_Problem details:_
Look through the data below and return each line where "getContext" appears.

(Exercise materials begins)

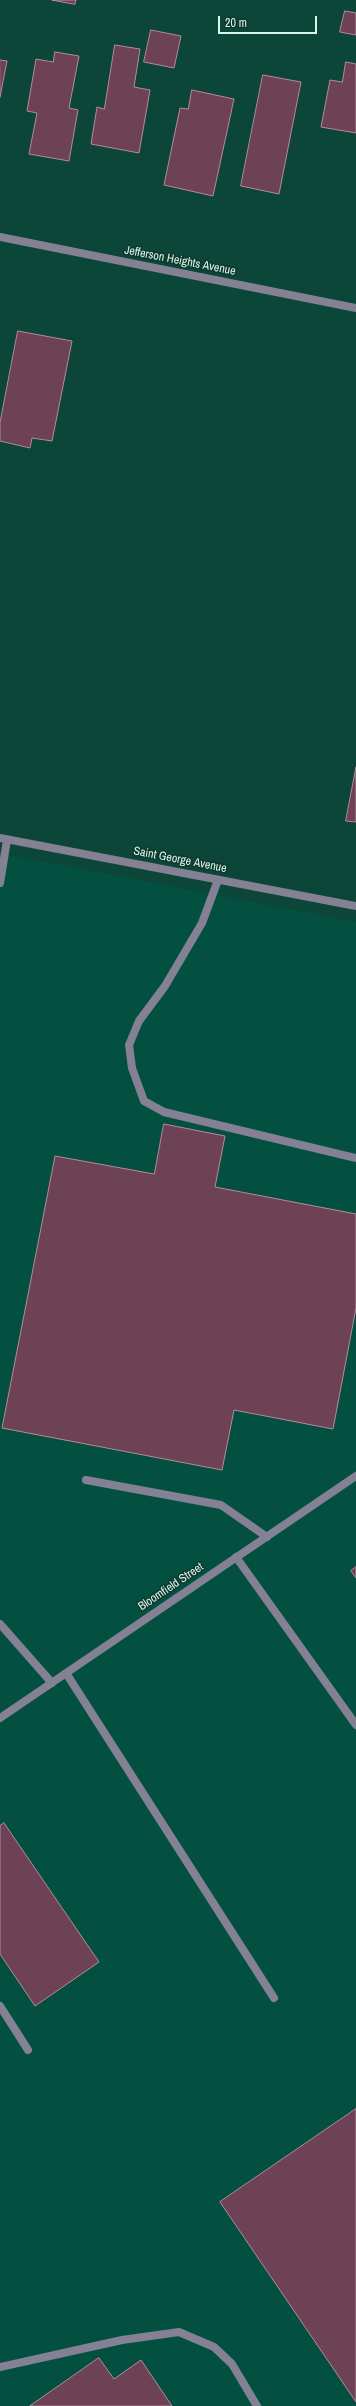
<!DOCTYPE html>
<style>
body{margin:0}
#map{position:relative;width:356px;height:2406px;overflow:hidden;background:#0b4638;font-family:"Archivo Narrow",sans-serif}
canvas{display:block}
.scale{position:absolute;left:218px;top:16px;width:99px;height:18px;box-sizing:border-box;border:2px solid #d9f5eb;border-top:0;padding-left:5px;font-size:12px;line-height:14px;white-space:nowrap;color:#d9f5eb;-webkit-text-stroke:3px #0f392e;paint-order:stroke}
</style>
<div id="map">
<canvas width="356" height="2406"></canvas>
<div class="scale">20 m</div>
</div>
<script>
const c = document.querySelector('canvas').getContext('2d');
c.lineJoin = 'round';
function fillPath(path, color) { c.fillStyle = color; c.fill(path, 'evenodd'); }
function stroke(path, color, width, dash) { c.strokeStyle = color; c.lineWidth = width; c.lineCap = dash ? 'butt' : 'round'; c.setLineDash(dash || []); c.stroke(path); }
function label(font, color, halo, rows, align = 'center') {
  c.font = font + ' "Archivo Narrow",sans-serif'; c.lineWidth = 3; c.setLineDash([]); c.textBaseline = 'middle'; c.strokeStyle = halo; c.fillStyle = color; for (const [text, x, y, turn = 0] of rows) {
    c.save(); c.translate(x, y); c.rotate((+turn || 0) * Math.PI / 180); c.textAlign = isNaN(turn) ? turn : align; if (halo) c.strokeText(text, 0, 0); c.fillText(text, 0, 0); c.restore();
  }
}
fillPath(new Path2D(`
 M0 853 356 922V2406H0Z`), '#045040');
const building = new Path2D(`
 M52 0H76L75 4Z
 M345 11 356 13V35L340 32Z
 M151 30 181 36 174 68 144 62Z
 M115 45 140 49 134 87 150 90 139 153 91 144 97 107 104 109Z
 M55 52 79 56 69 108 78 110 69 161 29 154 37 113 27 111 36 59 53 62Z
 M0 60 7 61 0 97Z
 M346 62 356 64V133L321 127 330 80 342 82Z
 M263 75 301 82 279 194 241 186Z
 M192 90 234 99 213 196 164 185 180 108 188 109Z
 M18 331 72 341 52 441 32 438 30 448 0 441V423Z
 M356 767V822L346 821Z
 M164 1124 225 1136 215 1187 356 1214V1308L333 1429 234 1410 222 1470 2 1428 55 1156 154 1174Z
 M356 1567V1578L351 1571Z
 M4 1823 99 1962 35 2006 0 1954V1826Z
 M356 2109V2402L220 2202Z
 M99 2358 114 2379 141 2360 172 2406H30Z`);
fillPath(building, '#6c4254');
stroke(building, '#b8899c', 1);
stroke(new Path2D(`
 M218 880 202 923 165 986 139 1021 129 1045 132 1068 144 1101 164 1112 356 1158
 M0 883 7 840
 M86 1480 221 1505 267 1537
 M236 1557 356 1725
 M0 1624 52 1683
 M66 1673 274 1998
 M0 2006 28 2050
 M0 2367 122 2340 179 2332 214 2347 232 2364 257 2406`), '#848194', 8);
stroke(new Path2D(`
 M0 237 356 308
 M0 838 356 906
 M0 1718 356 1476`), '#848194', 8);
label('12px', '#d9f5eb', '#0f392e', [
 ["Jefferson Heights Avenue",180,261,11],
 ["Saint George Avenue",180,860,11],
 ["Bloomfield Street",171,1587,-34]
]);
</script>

(Exercise materials ends)
(Exercise materials begins)

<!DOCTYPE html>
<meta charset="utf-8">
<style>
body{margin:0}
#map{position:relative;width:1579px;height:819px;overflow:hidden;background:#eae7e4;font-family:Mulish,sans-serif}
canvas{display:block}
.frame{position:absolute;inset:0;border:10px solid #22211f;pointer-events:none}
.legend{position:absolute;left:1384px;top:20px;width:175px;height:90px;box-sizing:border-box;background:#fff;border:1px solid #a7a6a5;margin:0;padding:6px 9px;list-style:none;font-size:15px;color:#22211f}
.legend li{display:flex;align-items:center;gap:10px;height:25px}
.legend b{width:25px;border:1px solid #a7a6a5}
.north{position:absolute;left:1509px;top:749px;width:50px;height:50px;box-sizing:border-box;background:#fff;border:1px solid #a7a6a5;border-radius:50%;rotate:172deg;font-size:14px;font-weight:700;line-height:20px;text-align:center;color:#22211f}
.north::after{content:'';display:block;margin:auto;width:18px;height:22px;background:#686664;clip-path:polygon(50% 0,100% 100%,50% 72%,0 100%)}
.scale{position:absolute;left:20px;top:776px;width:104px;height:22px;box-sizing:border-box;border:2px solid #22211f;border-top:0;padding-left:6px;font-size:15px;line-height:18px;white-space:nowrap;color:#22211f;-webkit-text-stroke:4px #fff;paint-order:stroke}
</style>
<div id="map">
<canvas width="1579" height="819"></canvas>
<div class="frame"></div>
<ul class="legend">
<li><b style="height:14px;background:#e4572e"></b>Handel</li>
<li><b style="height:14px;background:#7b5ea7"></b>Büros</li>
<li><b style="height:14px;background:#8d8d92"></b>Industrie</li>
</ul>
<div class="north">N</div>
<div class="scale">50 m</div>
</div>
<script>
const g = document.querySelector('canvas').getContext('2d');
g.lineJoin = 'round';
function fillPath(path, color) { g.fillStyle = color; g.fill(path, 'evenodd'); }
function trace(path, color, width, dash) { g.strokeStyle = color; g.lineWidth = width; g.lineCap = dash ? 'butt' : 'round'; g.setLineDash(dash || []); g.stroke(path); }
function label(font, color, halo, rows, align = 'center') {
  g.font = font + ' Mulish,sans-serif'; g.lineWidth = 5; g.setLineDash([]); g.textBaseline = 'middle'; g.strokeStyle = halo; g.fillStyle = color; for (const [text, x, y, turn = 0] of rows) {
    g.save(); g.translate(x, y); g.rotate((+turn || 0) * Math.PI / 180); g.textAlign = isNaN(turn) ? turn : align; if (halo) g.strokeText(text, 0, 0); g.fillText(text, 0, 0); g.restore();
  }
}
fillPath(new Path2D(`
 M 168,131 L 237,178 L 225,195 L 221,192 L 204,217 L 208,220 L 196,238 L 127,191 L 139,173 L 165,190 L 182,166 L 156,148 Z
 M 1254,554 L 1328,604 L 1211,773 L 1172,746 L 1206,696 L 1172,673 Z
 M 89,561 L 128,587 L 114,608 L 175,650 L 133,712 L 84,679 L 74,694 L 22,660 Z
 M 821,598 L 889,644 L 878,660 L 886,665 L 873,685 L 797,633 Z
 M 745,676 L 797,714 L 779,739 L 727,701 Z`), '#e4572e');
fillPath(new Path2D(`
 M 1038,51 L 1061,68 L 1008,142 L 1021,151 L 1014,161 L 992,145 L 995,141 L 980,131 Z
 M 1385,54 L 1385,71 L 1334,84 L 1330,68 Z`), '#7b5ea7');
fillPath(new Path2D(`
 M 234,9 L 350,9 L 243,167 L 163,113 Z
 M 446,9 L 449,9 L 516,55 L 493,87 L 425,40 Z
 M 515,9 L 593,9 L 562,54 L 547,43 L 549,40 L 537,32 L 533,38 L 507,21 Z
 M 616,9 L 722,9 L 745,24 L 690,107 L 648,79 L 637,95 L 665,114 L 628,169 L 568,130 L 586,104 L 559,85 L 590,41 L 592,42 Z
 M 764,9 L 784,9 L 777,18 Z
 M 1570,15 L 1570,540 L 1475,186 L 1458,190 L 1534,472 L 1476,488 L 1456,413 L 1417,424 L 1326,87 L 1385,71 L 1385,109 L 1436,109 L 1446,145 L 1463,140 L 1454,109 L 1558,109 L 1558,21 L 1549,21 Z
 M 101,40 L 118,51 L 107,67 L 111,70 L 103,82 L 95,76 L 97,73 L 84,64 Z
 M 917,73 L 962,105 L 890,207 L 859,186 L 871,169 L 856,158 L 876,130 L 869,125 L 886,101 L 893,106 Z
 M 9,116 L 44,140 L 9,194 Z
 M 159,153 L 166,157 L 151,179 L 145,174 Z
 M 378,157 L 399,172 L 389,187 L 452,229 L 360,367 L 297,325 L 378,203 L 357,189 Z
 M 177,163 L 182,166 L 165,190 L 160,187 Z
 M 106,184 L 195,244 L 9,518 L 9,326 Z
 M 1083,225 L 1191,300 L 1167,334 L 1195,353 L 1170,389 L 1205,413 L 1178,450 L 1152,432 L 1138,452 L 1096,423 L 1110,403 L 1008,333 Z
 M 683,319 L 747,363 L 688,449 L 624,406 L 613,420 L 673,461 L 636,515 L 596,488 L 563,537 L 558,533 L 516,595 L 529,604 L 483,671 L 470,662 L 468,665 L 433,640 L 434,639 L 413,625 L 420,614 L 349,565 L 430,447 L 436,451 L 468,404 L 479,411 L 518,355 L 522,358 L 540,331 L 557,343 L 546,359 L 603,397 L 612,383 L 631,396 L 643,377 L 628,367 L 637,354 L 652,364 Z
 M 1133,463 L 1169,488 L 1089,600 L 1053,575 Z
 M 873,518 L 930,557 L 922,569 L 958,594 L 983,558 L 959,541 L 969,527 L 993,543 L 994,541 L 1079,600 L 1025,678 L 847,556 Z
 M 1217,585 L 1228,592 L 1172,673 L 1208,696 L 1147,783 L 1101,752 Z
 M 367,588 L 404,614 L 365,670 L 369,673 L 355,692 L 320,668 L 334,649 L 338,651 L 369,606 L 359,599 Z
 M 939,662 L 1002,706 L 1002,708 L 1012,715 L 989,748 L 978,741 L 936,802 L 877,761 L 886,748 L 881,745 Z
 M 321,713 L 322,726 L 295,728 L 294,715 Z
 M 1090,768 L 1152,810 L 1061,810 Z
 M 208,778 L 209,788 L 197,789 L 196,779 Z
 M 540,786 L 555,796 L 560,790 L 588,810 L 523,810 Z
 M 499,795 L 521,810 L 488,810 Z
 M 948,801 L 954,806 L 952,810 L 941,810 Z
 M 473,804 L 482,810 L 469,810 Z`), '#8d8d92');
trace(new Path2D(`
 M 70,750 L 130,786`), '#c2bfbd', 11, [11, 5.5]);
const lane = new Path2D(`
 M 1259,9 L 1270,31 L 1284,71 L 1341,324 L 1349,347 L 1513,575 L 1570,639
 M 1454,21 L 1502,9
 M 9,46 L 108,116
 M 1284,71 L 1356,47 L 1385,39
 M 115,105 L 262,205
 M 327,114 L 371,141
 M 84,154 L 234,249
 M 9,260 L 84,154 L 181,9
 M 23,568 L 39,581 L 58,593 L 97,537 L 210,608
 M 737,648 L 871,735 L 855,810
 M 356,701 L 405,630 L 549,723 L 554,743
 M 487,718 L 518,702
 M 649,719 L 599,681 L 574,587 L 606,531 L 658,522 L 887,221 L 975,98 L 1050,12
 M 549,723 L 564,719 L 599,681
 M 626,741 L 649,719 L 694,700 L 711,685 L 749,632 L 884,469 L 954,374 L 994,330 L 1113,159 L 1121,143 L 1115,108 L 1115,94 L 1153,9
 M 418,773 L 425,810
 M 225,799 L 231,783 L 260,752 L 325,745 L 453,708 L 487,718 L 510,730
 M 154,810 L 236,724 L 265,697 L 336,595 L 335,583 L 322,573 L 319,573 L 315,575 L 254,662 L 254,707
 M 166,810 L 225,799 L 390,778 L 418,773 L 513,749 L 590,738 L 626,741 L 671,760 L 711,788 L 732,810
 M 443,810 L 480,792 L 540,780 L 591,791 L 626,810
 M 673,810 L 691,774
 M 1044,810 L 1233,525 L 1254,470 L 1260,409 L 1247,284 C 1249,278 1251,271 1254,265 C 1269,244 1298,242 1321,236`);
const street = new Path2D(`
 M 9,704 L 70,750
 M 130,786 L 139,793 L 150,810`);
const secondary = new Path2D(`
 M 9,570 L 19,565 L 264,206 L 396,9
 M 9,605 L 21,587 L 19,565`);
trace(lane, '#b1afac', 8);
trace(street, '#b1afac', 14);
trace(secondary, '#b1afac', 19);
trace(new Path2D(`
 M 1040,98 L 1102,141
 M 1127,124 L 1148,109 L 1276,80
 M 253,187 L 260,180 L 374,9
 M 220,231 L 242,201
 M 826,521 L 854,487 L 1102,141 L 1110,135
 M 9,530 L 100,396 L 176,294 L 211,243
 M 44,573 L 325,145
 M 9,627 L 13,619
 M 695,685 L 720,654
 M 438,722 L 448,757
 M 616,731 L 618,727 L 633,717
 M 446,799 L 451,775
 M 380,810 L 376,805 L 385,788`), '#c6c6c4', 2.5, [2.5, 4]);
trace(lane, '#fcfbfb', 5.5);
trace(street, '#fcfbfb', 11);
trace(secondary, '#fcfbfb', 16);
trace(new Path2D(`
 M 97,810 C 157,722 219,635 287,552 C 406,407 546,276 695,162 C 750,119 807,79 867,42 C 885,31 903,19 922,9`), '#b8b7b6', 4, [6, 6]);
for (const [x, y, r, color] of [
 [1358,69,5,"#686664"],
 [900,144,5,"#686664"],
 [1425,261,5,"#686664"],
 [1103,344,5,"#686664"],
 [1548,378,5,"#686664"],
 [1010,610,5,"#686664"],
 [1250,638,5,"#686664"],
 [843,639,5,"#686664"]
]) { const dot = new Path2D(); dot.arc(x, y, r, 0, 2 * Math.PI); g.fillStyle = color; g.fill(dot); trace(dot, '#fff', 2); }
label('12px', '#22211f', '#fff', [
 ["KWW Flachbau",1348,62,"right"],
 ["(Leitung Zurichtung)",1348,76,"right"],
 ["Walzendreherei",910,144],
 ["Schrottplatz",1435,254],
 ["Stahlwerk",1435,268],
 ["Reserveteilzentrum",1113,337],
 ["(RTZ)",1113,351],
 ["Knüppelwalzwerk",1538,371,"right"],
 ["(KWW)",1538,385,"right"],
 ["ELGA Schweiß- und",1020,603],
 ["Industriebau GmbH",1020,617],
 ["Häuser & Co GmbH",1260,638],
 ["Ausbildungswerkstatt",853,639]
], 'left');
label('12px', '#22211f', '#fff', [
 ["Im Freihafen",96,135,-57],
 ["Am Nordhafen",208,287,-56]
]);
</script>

(Exercise materials ends)

_Response area:_
const c = document.querySelector('canvas').getContext('2d');
const g = document.querySelector('canvas').getContext('2d');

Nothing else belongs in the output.